この事(同一人物である)も墓まで持って行かねばならないのか…余計な心労を掛けさせよって…この事まで見据えていたのではあるまいな)

 

「では早速だが…戦場に現れたあの異形については其方で処理すると言う事で構わないな?」

「はい、今この地に於いてアレの存在価値を十全に扱えるのは我々のみと断言できます」

「うむ、ではその異形の屠った赤雷についてだが…ゴッドウィン、お前が見た物を全て語るといい、その為に態々私を呼んだのだろう?」

 

 ゴッドウィンに視線が集中する、仮にこの視線に物理的攻撃力があるとするなら並の者では瞬く間に蜂の巣になっていただろう。

 そんな視線を浴びながらゴッドウィンは口を開く。

 

「その通りだ父よ、あの異形…仮称をアステールとさせてもらうが、そのアステールを屠った雷…兵士達は突如降り注いだと宣っているが、実際は違う、アレは確かに放たれ飛来した物だったのだ、何者かがその雷を放ったのだ‼︎」

「馬鹿な…‼︎人の身に雷を扱う事など不可能です‼︎そんな魔術を扱えた者は誰1人存在せず、またその様な術式も存在致しません‼︎」

 

 ゴッドウィンの放った言葉にレナラが否定する、並大抵の魔術師の言葉なら聞くに値しないだろう、だがレナラの魔術の腕や知識は既に知っている、()()()()()()()、それこそ我が身に刻まれた程に、そんな彼女が“その様な術式は存在しない”と言ってのけたのだ、その言葉の重みを理解できぬ者はこの部屋に居ない。

 

「落ち着け女王よ、然しゴッドウィン、女王の言う事もまた事実だ、この地伝わる祈祷にも雷を扱う物は何一つない、おまえを疑うわけでは無いが…見間違いという線は?」

 

 レナラを諌め続け様に発言するラダゴン、彼は魔術に詳しいわけでは無いが祈祷に関してはマリカであった時期が長い為にレナラと同等の知識を有している、つまりラダゴンの発言=マリカの物と断じていいのだ。

 

「否‼︎それだけはない、私はその雷が飛来した方向を見た‼︎そこには四肢を生やし翼を携えた竜の様な存在が、遥か遠くではあるが確かに存在していた‼︎」

「「──ッ‼︎」」

「更に言うならば、自然に発生した雷と言うなら赤雷はあまりにも不自然だ、故に私はその竜が雷を放ったのだと推測したが…父よ?」

 

 己の考えを纏め、父に問いを投げるゴッドウィン

 

「ふむ…念の為に聞いておくがゴッドウィン…確かにそいつは四肢を生やし翼を携えていたのだな?」

「間違いなく」

「そうか…結論から言おう、その存在は古竜と呼ばれる生物だ」

「古竜…飛竜とはまた違うのですか?」

「全くの別種とは言えん、飛竜は古竜の末裔だ、この地に多く見るトロル族が過去に巨人と呼ばれる種族の末裔であるのと同じ様にな、だが古竜が飛竜と大きく異なる点が二つ。
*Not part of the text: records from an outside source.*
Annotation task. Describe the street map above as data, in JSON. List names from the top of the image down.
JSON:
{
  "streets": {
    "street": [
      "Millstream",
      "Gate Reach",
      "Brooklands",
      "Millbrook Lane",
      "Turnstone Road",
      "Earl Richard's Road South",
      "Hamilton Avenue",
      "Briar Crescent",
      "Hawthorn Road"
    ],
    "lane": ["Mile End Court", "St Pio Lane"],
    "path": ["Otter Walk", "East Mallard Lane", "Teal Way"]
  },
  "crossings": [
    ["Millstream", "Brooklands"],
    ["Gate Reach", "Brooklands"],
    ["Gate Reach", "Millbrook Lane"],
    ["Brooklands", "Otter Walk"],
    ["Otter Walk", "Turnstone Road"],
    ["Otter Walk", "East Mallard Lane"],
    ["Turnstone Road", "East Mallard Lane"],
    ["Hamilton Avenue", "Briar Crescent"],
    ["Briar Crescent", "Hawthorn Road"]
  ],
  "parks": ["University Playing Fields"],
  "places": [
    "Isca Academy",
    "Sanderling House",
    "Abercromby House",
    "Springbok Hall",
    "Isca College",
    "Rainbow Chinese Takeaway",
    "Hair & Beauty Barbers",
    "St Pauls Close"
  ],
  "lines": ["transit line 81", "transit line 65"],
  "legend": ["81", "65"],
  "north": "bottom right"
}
一つは奴らは強い、飛竜などとは比べ物にならぬほどに、そしてもう一つ…これが最大の違いと言ってもいい、奴らは確かな知性を持っている、我々人間と同じ、あるいはそれ以上の思考能力を有しているのだ」

 

 ゴッドフレイはその存在が古竜と呼ばれる生物であると告げる、そしてそれは既存の飛龍の強さを大きく上回り、さらには知性を持ち合わせているのだと言う、衝撃の発言に会議室に静寂が訪れていた、無理も無い、己より圧倒的な上位生物の存在を知ったのだ。

 

「なぜ貴方がその様な事を存じ上げているのでしょうか」

「尤もな疑問だ、それは単純な事だ、私は既に奴等と戦っているのだ、そして勝利を収めた、それだけの事だ」

「成程…既に戦っていたのなら知っているのも無理もない、なら何故奴らがいた痕跡が全くないのだ?各地の記録を漁ったが古竜の存在は皆無であった」

「それはな、奴等の王が己達がいた記録、痕跡、その全てを抹消したからよ、奴等はかなり誇り高い種族だ、己達の敗北した記録など残したくはなかったのだろう、仮にも奴等はかつてこの地を支配していた種族である事だしな」

「奴等の王…古竜にも王がいたと?」

「然り、そうだな…少し昔の話になるが──。

 

──昔のこの地は支配者を決めるための群雄割拠の時代があったと言う、獣に人間と様々だがその中でも類を抜いて強力な力を誇った種族がいる、巨人族、そして女王も知り得る存在である夜の民、そして竜族だ。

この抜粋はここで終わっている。